▶ **Exercise prompt**:
Your result should be the lines holding the word "casing", copied from the entries below.
==============================
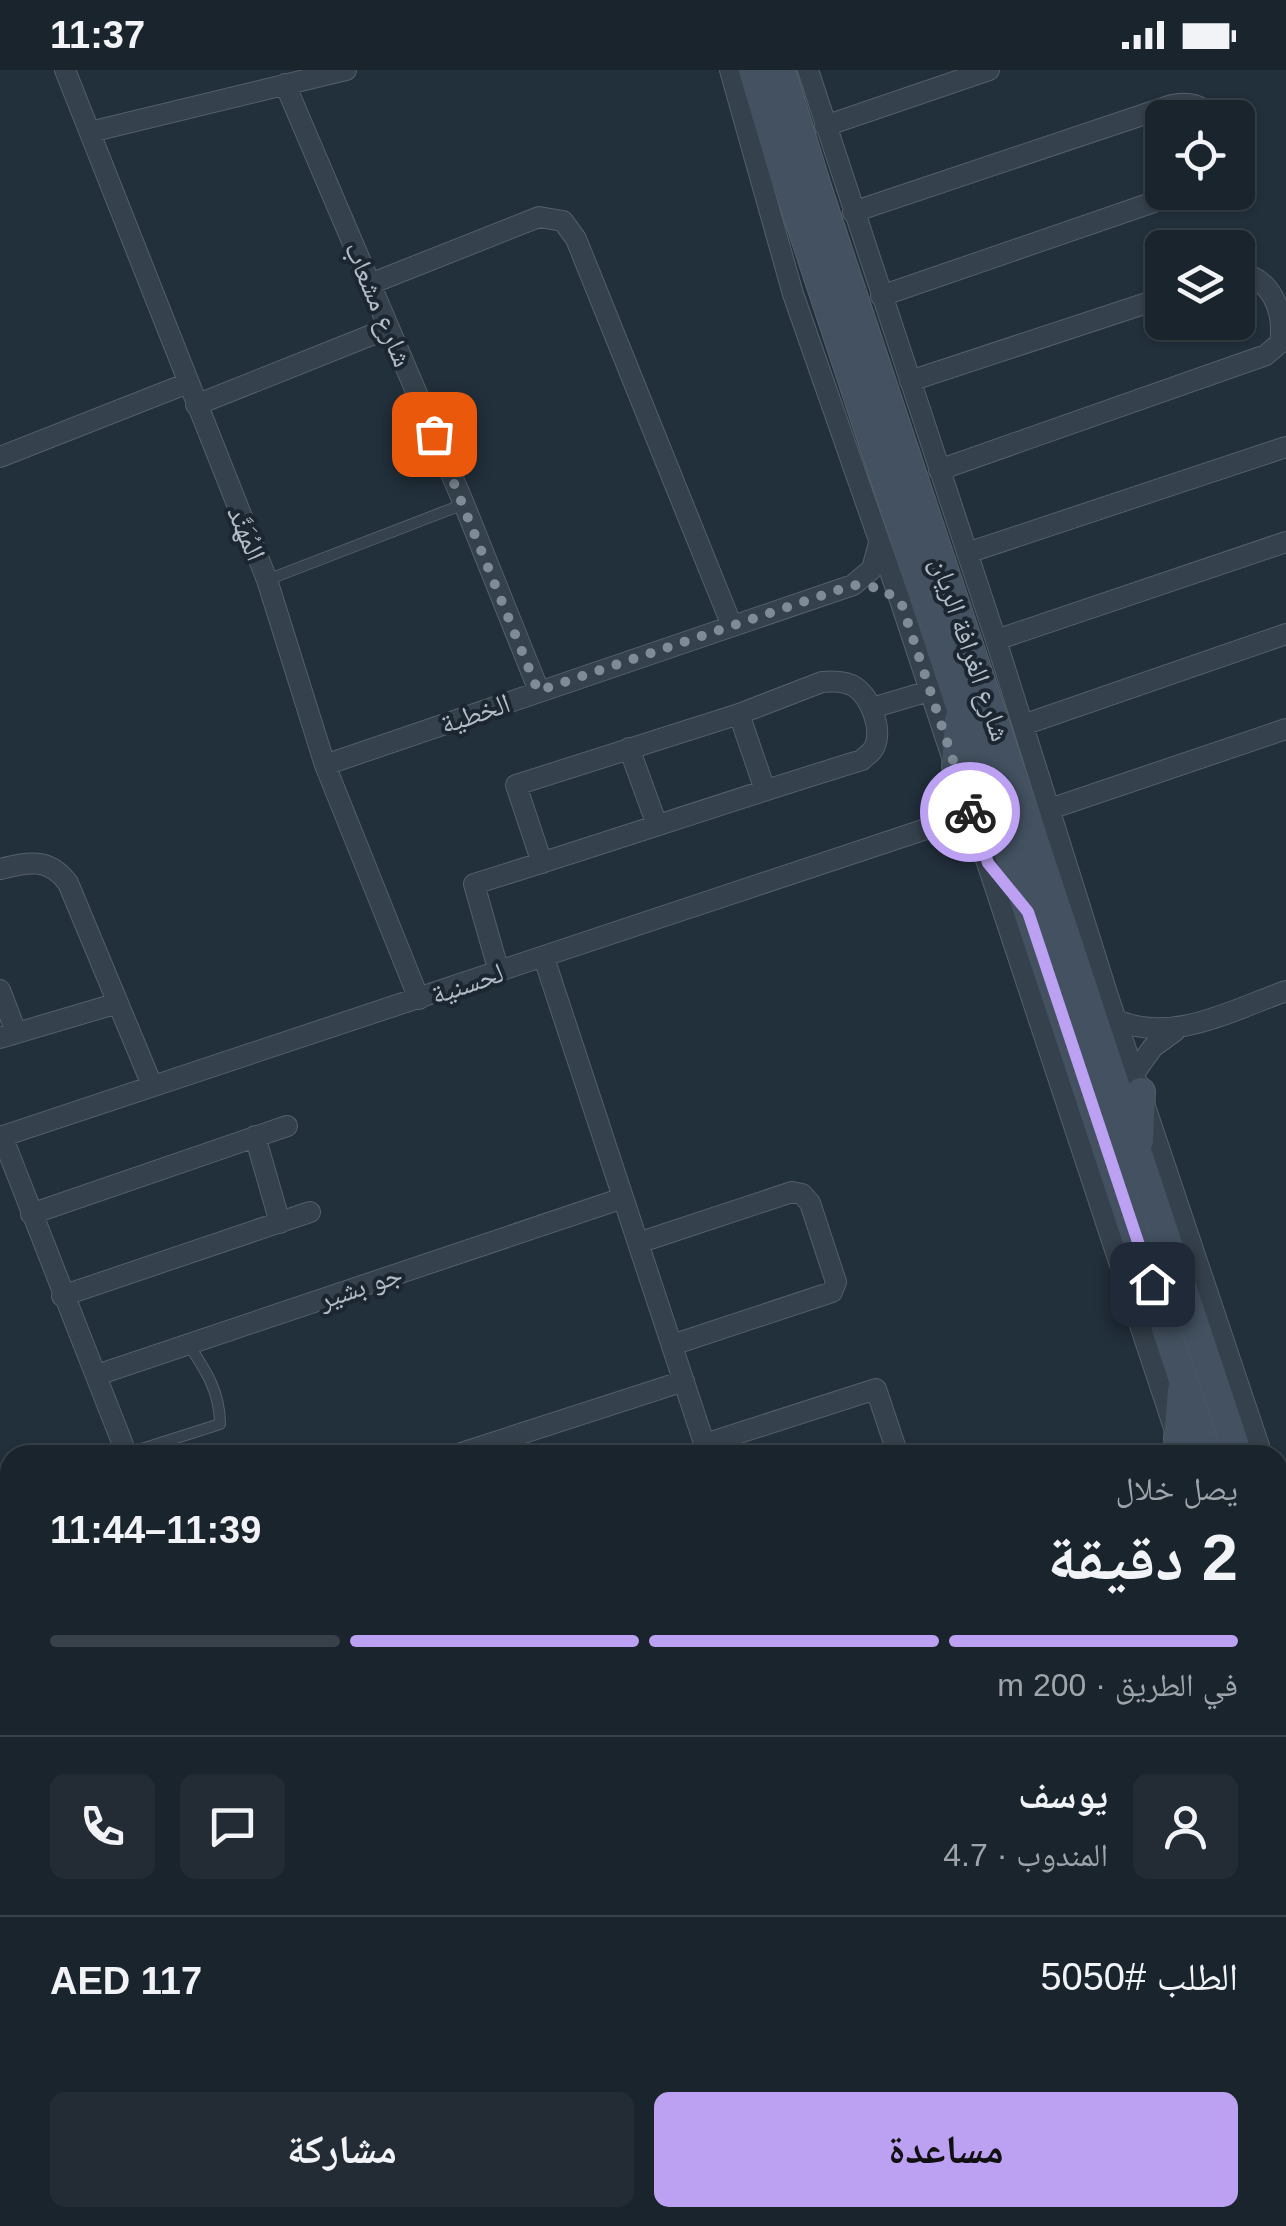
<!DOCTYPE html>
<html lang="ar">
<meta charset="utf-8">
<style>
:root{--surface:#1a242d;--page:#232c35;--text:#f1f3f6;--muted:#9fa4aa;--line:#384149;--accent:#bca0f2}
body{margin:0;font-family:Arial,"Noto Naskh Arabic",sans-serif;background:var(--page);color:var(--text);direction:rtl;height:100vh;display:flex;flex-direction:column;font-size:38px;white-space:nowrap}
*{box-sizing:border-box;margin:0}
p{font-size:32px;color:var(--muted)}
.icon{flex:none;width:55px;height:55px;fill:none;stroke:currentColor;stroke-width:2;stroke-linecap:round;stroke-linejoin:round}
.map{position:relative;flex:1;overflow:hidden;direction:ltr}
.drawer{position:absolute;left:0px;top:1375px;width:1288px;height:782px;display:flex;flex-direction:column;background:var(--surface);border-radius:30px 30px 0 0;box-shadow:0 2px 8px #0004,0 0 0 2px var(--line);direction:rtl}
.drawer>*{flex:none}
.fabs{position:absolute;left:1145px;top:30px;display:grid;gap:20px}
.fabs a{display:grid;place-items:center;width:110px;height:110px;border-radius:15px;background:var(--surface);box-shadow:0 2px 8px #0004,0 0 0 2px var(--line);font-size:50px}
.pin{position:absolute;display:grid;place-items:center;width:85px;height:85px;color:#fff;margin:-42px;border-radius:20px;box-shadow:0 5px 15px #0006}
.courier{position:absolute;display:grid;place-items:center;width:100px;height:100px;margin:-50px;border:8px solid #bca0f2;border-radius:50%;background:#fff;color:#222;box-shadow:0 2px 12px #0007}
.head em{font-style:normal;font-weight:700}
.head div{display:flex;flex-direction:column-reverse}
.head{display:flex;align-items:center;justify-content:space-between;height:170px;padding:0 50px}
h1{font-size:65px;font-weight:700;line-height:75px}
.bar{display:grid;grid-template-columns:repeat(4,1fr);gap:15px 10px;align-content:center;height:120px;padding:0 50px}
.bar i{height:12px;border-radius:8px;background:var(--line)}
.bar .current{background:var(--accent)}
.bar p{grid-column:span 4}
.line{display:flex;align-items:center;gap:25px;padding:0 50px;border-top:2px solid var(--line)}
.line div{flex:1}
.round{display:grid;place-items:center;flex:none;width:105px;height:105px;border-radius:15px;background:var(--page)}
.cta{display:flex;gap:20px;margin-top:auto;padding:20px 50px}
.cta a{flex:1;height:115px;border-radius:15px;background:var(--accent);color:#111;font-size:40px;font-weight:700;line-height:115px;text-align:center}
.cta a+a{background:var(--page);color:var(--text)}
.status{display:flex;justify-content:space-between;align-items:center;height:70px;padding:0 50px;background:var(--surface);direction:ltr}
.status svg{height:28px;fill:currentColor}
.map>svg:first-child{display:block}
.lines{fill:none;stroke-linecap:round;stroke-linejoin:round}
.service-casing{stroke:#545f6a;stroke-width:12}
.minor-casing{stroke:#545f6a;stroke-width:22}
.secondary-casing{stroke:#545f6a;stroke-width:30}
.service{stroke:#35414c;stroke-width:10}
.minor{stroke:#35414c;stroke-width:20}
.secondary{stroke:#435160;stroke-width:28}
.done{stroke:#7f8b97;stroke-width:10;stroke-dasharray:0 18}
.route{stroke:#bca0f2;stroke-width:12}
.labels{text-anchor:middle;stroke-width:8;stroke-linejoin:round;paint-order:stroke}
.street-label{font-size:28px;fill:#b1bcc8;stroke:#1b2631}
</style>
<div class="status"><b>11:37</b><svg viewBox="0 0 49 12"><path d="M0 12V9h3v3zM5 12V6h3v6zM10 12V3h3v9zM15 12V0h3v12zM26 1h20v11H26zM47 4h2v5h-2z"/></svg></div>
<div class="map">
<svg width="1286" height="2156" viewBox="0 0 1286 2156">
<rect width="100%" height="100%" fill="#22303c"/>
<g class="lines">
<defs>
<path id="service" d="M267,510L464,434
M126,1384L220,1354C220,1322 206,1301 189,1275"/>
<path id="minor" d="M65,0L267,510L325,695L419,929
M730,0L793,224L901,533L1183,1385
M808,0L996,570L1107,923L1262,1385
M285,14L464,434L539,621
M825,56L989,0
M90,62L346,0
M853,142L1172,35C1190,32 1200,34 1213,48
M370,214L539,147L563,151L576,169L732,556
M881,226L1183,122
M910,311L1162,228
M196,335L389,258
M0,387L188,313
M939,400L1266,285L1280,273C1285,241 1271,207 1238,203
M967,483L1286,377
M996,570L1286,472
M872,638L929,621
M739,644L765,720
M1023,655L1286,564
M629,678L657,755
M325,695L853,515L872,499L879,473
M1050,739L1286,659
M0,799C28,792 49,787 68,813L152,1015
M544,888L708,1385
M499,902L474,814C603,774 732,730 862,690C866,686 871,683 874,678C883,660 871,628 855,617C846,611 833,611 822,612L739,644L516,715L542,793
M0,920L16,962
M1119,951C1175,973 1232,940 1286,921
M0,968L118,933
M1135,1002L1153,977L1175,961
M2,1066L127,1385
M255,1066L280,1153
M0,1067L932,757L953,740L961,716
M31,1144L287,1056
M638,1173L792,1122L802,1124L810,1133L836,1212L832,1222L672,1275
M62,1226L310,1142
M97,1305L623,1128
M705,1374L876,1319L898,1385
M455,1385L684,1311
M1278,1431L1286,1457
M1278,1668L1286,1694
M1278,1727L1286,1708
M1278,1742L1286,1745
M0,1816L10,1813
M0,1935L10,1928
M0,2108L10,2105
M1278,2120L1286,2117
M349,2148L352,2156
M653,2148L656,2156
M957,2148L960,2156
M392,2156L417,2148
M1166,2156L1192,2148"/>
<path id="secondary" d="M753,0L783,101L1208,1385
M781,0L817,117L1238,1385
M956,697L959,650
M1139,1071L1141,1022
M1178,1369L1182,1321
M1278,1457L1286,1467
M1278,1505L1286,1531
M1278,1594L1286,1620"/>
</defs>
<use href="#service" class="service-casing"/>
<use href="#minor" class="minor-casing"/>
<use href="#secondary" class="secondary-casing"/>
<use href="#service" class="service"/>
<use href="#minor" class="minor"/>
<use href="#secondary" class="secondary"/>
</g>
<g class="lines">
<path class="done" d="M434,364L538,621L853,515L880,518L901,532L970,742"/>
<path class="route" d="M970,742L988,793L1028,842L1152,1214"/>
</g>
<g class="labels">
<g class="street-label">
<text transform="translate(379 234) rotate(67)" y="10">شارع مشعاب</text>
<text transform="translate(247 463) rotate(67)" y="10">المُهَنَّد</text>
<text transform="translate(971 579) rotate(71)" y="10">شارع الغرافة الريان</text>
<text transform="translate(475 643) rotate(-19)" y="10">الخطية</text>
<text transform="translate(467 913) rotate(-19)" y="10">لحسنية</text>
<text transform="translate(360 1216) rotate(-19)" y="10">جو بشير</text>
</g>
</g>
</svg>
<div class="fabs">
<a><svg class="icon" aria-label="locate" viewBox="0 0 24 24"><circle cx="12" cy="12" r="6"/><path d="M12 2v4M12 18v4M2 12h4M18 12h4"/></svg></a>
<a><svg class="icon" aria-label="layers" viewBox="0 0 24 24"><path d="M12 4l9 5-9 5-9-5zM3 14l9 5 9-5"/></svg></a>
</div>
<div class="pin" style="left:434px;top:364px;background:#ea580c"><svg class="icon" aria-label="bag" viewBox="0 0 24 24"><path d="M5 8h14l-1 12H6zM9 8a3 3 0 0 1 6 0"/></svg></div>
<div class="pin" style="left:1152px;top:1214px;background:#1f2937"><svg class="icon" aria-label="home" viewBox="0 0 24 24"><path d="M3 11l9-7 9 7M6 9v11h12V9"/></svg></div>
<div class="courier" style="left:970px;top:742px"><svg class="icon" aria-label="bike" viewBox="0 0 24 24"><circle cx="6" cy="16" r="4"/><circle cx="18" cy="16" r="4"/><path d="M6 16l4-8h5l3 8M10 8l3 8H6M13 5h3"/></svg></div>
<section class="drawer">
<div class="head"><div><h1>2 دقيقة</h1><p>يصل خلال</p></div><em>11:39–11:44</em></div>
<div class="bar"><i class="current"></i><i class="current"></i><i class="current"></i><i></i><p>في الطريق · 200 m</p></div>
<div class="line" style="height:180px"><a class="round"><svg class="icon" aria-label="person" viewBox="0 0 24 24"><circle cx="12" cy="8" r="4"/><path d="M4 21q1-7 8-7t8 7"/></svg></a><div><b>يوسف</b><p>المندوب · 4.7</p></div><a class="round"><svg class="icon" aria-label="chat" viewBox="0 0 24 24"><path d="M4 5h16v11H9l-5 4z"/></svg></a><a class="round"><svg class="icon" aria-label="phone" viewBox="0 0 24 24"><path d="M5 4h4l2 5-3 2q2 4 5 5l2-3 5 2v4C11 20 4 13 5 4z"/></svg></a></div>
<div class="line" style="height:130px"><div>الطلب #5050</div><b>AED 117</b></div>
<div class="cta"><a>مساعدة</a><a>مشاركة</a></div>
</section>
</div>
==============================
▶ **Answer box**:
.service-casing{stroke:#545f6a;stroke-width:12}
.minor-casing{stroke:#545f6a;stroke-width:22}
.secondary-casing{stroke:#545f6a;stroke-width:30}
<use href="#service" class="service-casing"/>
<use href="#minor" class="minor-casing"/>
<use href="#secondary" class="secondary-casing"/>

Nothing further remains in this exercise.